Variable costs scale with your business activity. The more jobs you complete, the more materials you use. The more revenue you generate, the more commission you pay. When business slows, variable costs slow with it. This is the fundamental difference between variable and fixed costs — and it makes variable costs both more controllable and more predictable than fixed overhead.
Variable costs vs. fixed costs
Fixed costs are the same regardless of activity: rent, salaried staff, insurance premiums, loan payments. Variable costs only appear when there's activity to generate them. Most businesses have a mix of both. Understanding which costs are which is essential for break-even analysis, pricing decisions, and cash flow planning during slow periods.

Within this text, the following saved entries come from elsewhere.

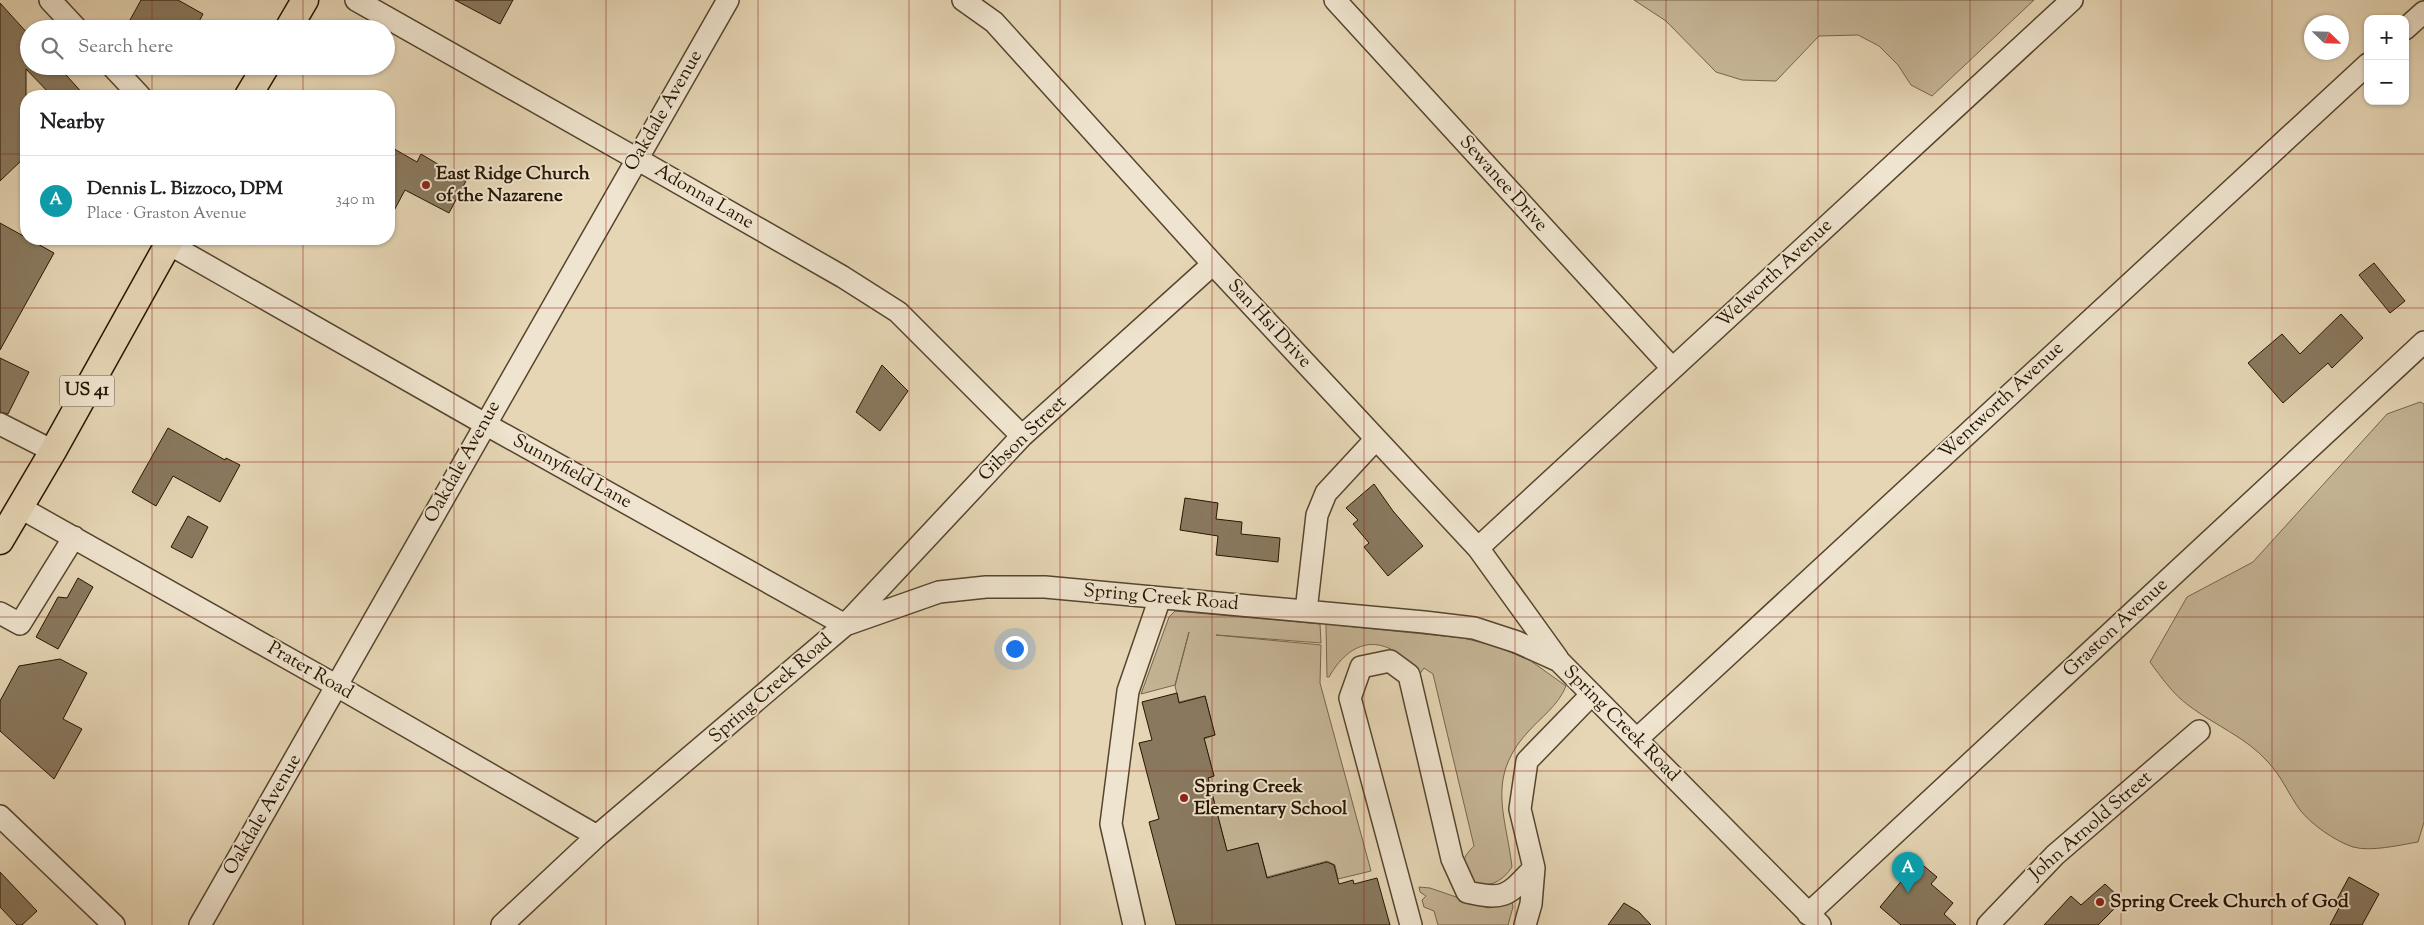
<!DOCTYPE html>
<html lang="en">
<head>
<meta charset="utf-8">
<style>
  body { margin:0; font-family:"Sorts Mill Goudy",serif; background:#f2f2f2; color:#202124 }
  .controls { position:absolute; right:15px; top:15px; display:grid; overflow:hidden; border-radius:10px; box-shadow:0 1px 4px #0004 }
  .controls button { width:45px; height:45px; display:grid; place-items:center; padding:0; border:0; border-bottom:1px solid #e0e0e0; background:#fff; color:#202124; font:25px sans-serif }
  .compass { position:absolute; left:2304px; top:15px; width:45px; height:45px; border-radius:50%; background:#fff; box-shadow:0 1px 4px #0004; rotate:113deg }
  .you { position:absolute; left:1014px; top:648px; width:18px; height:18px; margin:-12px; border:4px solid #fff; border-radius:50%; background:#1a73e8; box-shadow:0 0 0 8px #1a73e833 }
  .badge { display:grid; place-items:center; width:32px; height:32px; border-radius:50%; background:#ea580c; color:#fff; font-size:16px; font-weight:700 }
  .pin { position:absolute; translate:-50% -41px; filter:drop-shadow(0 1px 2px #0008) }
  .pin::after { content:''; position:absolute; top:26px; width:18px; height:15px; background:inherit; clip-path:polygon(0 0,100% 0,50% 100%) }
  .list { margin:0; padding:0; list-style:none }
  h2 { display:flex; justify-content:space-between; align-items:center; height:65px; margin:0; padding:0 20px; font-size:21px }
  h2 small { font-size:16px; font-weight:400; color:#757577 }
  .list li { display:grid; grid-template-columns:32px 1fr auto; gap:15px; align-items:center; box-sizing:border-box; height:90px; padding:0 20px; border-top:1px solid #e0e0e0 }
  .list b { display:block; font-size:19px; white-space:nowrap }
  .list p { margin:0; font-size:16px; white-space:nowrap; color:#757577 }
  .list em { font-size:16px; font-style:normal; color:#757577 }
  .icon { flex:none; width:28px; height:28px; fill:none; stroke:currentColor; stroke-width:2; stroke-linecap:round; stroke-linejoin:round }
  .map { position:relative; flex:none; width:2424px; height:925px; overflow:hidden }
  .search { position:absolute; background:#fff; box-shadow:0 1px 4px #0004; left:20px; top:20px; width:375px; height:55px; display:flex; align-items:center; gap:12px; box-sizing:border-box; padding:0 18px; border-radius:28px; color:#757577; font-size:19px }
  .panel { position:absolute; background:#fff; box-shadow:0 1px 4px #0004; left:20px; top:90px; width:375px; height:155px; border-radius:20px }
  .map>svg:first-child { display:block }
  .green { fill:#c5b596; stroke:#75654c }
  .building { fill:#89795f; stroke:#251501 }
  .lines { fill:none; stroke-linecap:round; stroke-linejoin:round }
  .minor-casing { stroke:#55452e; stroke-width:24 }
  .major-casing { stroke:#251501; stroke-width:29 }
  .minor { stroke:#efe4cf; stroke-width:21 }
  .major { stroke:#e6d6b5; stroke-width:26 }
  .grid { fill:none; stroke:#8f2418; stroke-width:1; stroke-opacity:0.55 }
  .poi-dot { fill:#8f2418; stroke:#efe4cf; stroke-width:2 }
  .labels { text-anchor:middle; dominant-baseline:central; stroke-width:4; stroke-linejoin:round; paint-order:stroke }
  .shield { fill:#efe4cf; stroke:#62533f; stroke-width:1 }
  .shield-label { font-size:18px; font-weight:bold; fill:#251501 }
  .street-label { font-size:19px; fill:#251501; stroke:#efe4cf }
  .poi-label { font-size:19px; font-weight:bold; fill:#251501; stroke:#efe4cf; text-anchor:start }
</style>
</head>
<body>
<div class="map">
<svg width="2424" height="925" viewBox="0 0 2424 925">
  <rect width="100%" height="100%" fill="#e6d6b5"/>
  <filter id="stains"><feTurbulence type="fractalNoise" baseFrequency=".004" numOctaves="4"/><feColorMatrix values="0 0 0 0 .2 0 0 0 0 .09 0 0 0 0 .02 0 0 0 .5 -.17"/></filter>
  <radialGradient id="worn" r=".72"><stop offset=".6" stop-color="#630" stop-opacity="0"/><stop offset="1" stop-color="#630" stop-opacity=".3"/></radialGradient>
  <path class="green" d="M1634 0H2034L1932 96 1911 85 1898 65 1879 46 1858 35 1819 36 1776 81 1742 80 1716 72 1666 21Z
    M2420 402 2424 404V822L2418 842C2400 845 2371 852 2353 847 2335 841 2312 825 2300 810 2289 795 2282 777 2268 762 2246 737 2214 725 2188 705 2173 694 2161 677 2150 662L2187 597 2253 562 2387 414Z
    M1175 611 1320 624 1321 643 1216 635 1321 645 1320 683 1371 871 1338 879 1335 865 1327 861 1267 877 1258 843 1227 851 1208 778 1214 776 1204 739 1215 735 1205 696 1179 702 1175 686 1189 632 1175 685 1141 694 1169 617Z
    M1326 624 1463 638 1496 646 1531 661 1566 686C1558 706 1541 717 1527 733 1486 779 1506 815 1512 867 1497 891 1467 892 1464 862 1464 856 1470 850 1474 846L1433 674 1424 668 1419 675C1390 635 1354 633 1329 677H1327Z
    M1419 887 1430 888 1488 908 1512 902 1513 907 1508 925H1438L1434 911 1424 907 1422 900 1426 896 1420 892Z"/>
  <path class="building" d="M141 0H178L203 14 195 29H139L130 20Z
    M455 0H513L500 24Z
    M0 3 29 35V66H58L85 96H52L26 69V156L0 181Z
    M389 146 417 162 421 154 466 181 449 213 405 190 389 220Z
    M0 223 54 253 0 350Z
    M2374 263 2405 301 2390 313 2359 275Z
    M2341 314 2363 338 2332 368 2328 363 2283 403 2248 363 2282 334 2300 354Z
    M0 358 29 372 8 414 0 412Z
    M882 365 908 391 880 431 856 412Z
    M168 428 225 460 226 458 240 465 220 502 173 476 156 506 132 492Z
    M1374 484 1393 511 1423 546 1388 576 1364 547 1369 543 1353 524 1358 520 1346 508Z
    M1185 498 1218 503 1216 519 1242 522 1241 534 1280 538 1278 562 1216 555 1218 536 1180 530Z
    M188 516 208 527 192 558 171 547Z
    M78 578 93 587 58 649 36 637 58 597 67 598Z
    M60 659 87 673 63 719 82 729 54 779 0 731V701L19 666Z
    M1177 693 1179 703 1205 696 1215 735 1204 738 1214 776 1208 778 1227 851 1258 843 1267 878 1327 862 1334 865 1339 884 1353 880 1354 884 1377 878 1390 925H1176L1149 822 1159 819 1139 743 1152 740 1142 702Z
    M1918 861 1937 877 1931 884 1953 903 1944 914 1956 925H1901L1880 907Z
    M0 872 37 911 22 925H17L0 907Z
    M2349 877 2379 894 2362 925H2330L2341 904 2336 901Z
    M2105 884 2120 898 2111 907 2114 909 2098 925H2044L2071 896 2081 905Z
    M1624 903 1639 912 1651 925H1608Z"/>
  <g class="lines">
    <g class="minor-casing">
      <path id="minor" d="M50 0 77 29
        M356 0 637 159 843 277 898 312 1022 436
        M963 0 994 22 1213 264 1478 548 1558 659
        M1335 0 1672 368
        M2405 29 2424 12
        M112 66 140 96
        M169 244 485 424 845 625 1022 436 1213 264
        M0 424 53 451
        M21 508 337 686 597 836
        M1478 548 2072 0
        M1306 611 1317 515 1326 493 1376 439
        M0 613 20 624 74 537
        M1637 739 2368 64
        M0 816 114 925
        M1808 914 2424 342
        M200 925 728 0
        M502 925 597 836 845 625 939 592 986 587H1045L1424 622 1474 628 1517 642 1559 661 1820 925
        M1134 925 1111 824 1128 691 1160 598
        M1411 925 1350 698 1361 667 1390 661 1409 675 1452 859 1467 892C1506 901 1508 895 1534 868
        M1525 925 1531 904 1534 868 1520 809 1527 761 1592 694
        M1988 925 2055 855 2199 731"/>
    </g>
    <g class="major-casing">
      <path id="major" d="M288 29 305 0
        M248 96 266 66
        M0 541 53 451 171 239"/>
    </g>
    <use href="#minor" class="minor"/>
    <use href="#major" class="major"/>
  </g>
  <path class="grid" d="M152 0V29M303 0V29M454 0V925M606 0V925M758 0V925M909 0V925M1060 0V925M1212 0V925M1364 0V925M1515 0V925M1666 0V925M1818 0V925M1970 0V925M2121 0V925M2272 0V925M152 66V96M303 66V96M0 154H26M389 154H2424M152 239V925M303 239V925M0 308H2424M0 462H2424M0 617H2424M0 771H2424"/>
  <g class="poi-dot">
    <circle cx="426" cy="185" r="5"/>
    <circle cx="1184" cy="798" r="5"/>
    <circle cx="2100" cy="902" r="5"/>
  </g>
  <g class="labels">
    <rect class="shield" x="59.5" y="375.5" width="55" height="31" rx="4"/>
    <g class="shield-label">
      <text x="87" y="391">US 41</text>
    </g>
    <g class="street-label">
      <text transform="translate(664 111) rotate(-60)">Oakdale Avenue</text>
      <text transform="translate(1503 184) rotate(48)">Sewanee Drive</text>
      <text transform="translate(704 197) rotate(30)">Adonna Lane</text>
      <text transform="translate(1775 274) rotate(-43)">Welworth Avenue</text>
      <text transform="translate(1269 324) rotate(47)">San Hsi Drive</text>
      <text transform="translate(2002 401) rotate(-43)">Wentworth Avenue</text>
      <text transform="translate(1023 439) rotate(-44)">Gibson Street</text>
      <text transform="translate(463 462) rotate(-61)">Oakdale Avenue</text>
      <text transform="translate(572 472) rotate(29)">Sunnyfield Lane</text>
      <text transform="translate(1161 598) rotate(5)">Spring Creek Road</text>
      <text transform="translate(2116 628) rotate(-43)">Graston Avenue</text>
      <text transform="translate(310 671) rotate(30)">Prater Road</text>
      <text transform="translate(771 689) rotate(-41)">Spring Creek Road</text>
      <text transform="translate(1621 724) rotate(45)">Spring Creek Road</text>
      <text transform="translate(263 815) rotate(-60)">Oakdale Avenue</text>
      <text transform="translate(2091 826) rotate(-41)">John Arnold Street</text>
    </g>
    <g class="poi-label">
      <text x="436" y="174">East Ridge Church<tspan x="436" dy="22">of the Nazarene</tspan></text>
      <text x="1194" y="787">Spring Creek<tspan x="1194" dy="22">Elementary School</tspan></text>
      <text x="2110" y="902">Spring Creek Church of God</text>
    </g>
  </g>
  <rect width="100%" height="100%" filter="url(#stains)"/>
  <rect width="100%" height="100%" fill="url(#worn)"/>
</svg>
<div class="controls">
<button>+</button>
<button>−</button>
</div>
<svg class="compass" viewBox="-18 -18 36 36"><path d="M0-13l5 13h-10z" fill="#e53935"/><path d="M0 13l5-13h-10z" fill="#757577"/></svg>
<div class="you"></div>
<div class="pin badge" style="left:1908px;top:893px;background:#0f9aa8">A</div>
<div class="search"><svg class="icon" aria-label="search" viewBox="0 0 24 24"><circle cx="10" cy="10" r="6"/><path d="M15 15l6 6"/></svg>Search here</div>
<section class="panel">
<h2>Nearby<small></small></h2>
<ul class="list">
<li><span class="badge" style="background:#0f9aa8">A</span><div><b>Dennis L. Bizzoco, DPM</b><p>Place · Graston Avenue</p></div><em>340 m</em></li>
</ul>
</section>
</div>
</body>
</html>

Variable costs and pricing floors
Your variable cost per unit is the absolute floor for pricing — you can't price below it without losing money on every sale. Above that floor, every dollar of margin contributes to covering fixed costs. This is why contribution margin analysis uses variable costs rather than total costs — it identifies the actual pricing floor and the margin each sale generates toward fixed overhead and profit.
Common examples in small business
For a contractor: materials, subcontractor labor, equipment rental per job. For a retailer: cost of goods purchased for resale, shipping per order. For a service business: direct labor paid per project (if hourly), software tools billed per user. Note that labor can be fixed or variable depending on whether workers are salaried or paid per hour worked.